Director: Sarah Polley
Actors: Sarah Polley, Michael Polley, Harry Gulkin
Runtime: 109 minutes
Release Date: September 26th, 2013
Reviewed by The Mole(s)
MO: I think we’re going to have a hard time reviewing this documentary without giving away some of its mystery - BUT LET’S GIVE IT A GO!
This was better than I expected as the story at the core of the film was much more intriguing than I had originally thought it would be.
LE: I had an inkling this doco would be good, as it was so well received at the Sydney Film Festival - even after reading the rave reviews though, I still wasn’t ready for how emotionally invested I became in it. It’s such a great story, and so well told. You are right about Sarah Polley - I just wanted to watch her entire back catalogue immediately after this screening.
MO: “And here I thought you just gave me head…” I really need to watch Go again.
I loved how it was filmed, there were the multiple layers of story telling and then there was the filming of the documentary, as well as the documentary itself and the found footage and the recreated scenes… and it should have been a complete mess but it worked perfectly, you almost felt like you were part of it.
LE: It was so very intimate - from the scenes with her siblings, to the scenes with her father, and even herself. A very brave undertaking - it was a soul-baring exercise; nothing was too intimate to expose, and that vulnerability was part of its charm. It was actually very beautiful to see such a strong familial bond as well - Sarah Polley somehow convinced her family and friends to reveal themselves and some of their deepest emotions - you got the feeling that she must be very loved in order for them to comply with such a request.
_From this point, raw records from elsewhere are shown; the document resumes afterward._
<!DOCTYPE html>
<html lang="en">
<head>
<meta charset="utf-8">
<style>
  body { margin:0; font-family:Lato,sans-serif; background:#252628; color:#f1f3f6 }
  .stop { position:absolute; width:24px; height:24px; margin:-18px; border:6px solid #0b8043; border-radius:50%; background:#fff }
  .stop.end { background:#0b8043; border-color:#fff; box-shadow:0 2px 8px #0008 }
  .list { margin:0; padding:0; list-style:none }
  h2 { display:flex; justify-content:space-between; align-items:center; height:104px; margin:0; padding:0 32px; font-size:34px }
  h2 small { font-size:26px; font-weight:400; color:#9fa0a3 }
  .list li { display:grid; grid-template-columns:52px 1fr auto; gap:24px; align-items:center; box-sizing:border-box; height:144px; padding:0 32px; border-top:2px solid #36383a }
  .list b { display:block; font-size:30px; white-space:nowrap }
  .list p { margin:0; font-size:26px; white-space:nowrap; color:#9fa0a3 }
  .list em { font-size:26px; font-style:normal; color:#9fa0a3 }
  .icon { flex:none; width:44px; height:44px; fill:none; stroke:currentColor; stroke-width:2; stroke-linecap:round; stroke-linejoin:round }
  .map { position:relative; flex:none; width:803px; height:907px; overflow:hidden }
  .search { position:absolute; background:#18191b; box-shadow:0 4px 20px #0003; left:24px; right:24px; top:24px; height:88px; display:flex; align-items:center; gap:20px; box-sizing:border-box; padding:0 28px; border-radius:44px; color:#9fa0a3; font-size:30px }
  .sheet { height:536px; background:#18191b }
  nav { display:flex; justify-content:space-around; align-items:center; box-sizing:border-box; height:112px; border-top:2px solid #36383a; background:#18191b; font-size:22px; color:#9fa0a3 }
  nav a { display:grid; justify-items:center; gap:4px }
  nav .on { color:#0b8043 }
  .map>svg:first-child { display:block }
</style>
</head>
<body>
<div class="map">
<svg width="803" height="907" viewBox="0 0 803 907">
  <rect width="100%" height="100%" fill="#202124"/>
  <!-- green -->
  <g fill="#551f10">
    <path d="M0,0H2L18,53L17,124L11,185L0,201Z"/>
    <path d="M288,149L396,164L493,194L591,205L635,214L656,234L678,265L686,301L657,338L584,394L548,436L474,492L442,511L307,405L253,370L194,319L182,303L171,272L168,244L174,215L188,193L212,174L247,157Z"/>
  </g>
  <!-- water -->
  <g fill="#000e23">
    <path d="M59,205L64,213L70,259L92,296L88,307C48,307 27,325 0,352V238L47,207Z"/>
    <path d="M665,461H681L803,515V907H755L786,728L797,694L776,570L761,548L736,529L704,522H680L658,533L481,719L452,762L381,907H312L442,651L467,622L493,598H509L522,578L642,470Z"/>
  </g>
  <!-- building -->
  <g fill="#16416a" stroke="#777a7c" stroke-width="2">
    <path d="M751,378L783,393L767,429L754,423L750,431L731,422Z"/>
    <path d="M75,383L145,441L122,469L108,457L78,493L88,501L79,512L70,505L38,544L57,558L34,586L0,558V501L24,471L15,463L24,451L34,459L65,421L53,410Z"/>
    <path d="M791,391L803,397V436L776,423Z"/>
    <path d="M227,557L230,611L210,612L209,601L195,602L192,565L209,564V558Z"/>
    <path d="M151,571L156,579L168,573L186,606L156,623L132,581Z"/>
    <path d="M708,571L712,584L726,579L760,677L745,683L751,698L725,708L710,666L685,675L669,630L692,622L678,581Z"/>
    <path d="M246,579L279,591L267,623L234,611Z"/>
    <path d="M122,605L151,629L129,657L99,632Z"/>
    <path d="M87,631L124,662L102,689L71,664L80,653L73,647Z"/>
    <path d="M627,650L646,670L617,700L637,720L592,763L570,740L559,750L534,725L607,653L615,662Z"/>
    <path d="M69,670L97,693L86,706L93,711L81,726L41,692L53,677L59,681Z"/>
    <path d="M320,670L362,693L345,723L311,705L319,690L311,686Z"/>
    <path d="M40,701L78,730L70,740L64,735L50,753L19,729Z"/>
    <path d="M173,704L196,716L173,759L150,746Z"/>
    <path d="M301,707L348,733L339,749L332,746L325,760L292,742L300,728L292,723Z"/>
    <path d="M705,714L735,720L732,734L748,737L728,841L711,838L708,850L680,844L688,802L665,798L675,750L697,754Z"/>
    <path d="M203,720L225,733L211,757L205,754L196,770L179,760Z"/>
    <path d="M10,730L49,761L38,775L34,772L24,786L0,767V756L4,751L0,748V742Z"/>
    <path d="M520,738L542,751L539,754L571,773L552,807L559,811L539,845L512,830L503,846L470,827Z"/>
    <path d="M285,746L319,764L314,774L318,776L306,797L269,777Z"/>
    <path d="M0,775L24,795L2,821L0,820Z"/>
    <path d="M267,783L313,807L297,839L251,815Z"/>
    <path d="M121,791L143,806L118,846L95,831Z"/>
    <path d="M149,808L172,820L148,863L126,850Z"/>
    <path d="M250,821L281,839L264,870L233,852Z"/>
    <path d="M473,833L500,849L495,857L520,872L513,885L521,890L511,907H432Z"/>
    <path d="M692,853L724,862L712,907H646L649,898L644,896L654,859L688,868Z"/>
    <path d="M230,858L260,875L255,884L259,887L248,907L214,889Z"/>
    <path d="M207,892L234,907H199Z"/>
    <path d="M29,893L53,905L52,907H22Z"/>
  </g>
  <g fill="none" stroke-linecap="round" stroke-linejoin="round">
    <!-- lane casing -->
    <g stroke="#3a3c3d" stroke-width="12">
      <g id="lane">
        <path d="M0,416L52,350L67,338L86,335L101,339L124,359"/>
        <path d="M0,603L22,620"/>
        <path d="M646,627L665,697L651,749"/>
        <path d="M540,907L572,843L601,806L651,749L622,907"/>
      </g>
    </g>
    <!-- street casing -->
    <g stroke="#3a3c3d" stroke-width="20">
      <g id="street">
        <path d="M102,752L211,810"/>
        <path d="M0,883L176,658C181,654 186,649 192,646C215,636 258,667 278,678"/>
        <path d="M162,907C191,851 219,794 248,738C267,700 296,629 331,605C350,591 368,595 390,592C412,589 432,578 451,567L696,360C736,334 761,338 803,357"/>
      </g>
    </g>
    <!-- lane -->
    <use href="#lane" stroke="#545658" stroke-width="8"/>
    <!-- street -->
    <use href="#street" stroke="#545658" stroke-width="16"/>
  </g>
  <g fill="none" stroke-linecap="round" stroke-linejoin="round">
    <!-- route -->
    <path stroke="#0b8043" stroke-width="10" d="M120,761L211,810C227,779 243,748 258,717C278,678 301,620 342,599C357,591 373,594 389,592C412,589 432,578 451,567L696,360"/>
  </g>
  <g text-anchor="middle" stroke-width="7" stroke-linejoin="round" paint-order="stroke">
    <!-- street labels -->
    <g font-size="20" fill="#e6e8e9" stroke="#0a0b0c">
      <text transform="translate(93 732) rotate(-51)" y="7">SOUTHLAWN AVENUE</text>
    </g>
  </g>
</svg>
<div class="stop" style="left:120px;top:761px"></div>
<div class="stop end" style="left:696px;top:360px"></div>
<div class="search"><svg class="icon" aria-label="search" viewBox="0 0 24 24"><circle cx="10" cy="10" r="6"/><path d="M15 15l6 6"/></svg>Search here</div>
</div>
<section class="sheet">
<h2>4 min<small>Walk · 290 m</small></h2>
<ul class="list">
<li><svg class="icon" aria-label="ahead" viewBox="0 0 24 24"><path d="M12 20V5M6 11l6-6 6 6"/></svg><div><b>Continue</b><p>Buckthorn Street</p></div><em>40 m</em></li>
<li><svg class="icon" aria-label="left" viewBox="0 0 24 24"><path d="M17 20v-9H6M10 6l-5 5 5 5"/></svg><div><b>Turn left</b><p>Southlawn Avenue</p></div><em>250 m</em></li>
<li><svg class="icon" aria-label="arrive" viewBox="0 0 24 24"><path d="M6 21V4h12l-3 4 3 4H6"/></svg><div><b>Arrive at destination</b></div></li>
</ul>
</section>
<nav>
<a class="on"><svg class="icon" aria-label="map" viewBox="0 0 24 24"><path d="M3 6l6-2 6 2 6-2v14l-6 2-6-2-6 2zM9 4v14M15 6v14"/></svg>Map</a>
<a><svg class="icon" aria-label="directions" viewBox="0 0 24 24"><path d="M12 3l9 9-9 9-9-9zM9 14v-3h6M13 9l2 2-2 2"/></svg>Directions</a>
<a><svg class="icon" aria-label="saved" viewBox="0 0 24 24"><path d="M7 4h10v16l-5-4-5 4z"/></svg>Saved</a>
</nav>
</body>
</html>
MO: It was like a whole Polley family cathartic experience, although there were times when I thought to myself, “this could only happen within a family of actors.” She really managed to find that perfect balance in a film, it was simultaneously heartbreaking and heartwarming. It also made me a little sad at times to be an only child… haha - but not for long.
LE: Hahahaha, yes, siblings can be both a blessing and a CURSE.
It’s going to be so difficult to talk about the story itself without giving anything away, but WHAT A STORY! An homage of sorts to her mother, and a better central character you could never find - she seemed like such a marvellous and vivacious person. How could you blame Sarah Polley for wanting to share her story?
MO: Also at a deeper level there was that very human aspect of storytelling and how we all view and recount interactions and events so differently. I really liked how she introduced this concept of “editing” and everyone had their own opinion on it, it was quite simple but really powerful and no where more obvious than in filmmaking, when the simplest of edits can change a whole story.
LE: Every story has multiple accounts, depending on those who partake in the events - I enjoyed that she acknowledged that there is an element of truth in all accounts.
Just the amount of selflessness within the characters that surrounded her mother, it was just so beautiful. I do recall at one point both of us trying very hard to hold back tears (BECAUSE WE ARE BOTH ROBOTS).
I can’t wait to watch this again.
MO: I’m always very wary of the “truth” documentaries often claim (because I’m both a robot AND a cynic), what I really liked about Stories We Tell was that it never tried to be the whole “truth,” it was a very candid film and an honest portrayal of a woman and the extraordinary effect she had on the people in her life.
LE: It seemed like she was trying, and for the most part, succeeding in offering as objective a glimpse as she could.
I loved this documentary - one of my favourites of all time. Four choc tops.
MO: Four from me too and please add “Sarah Polley; director” to our back catalogue of things to watch.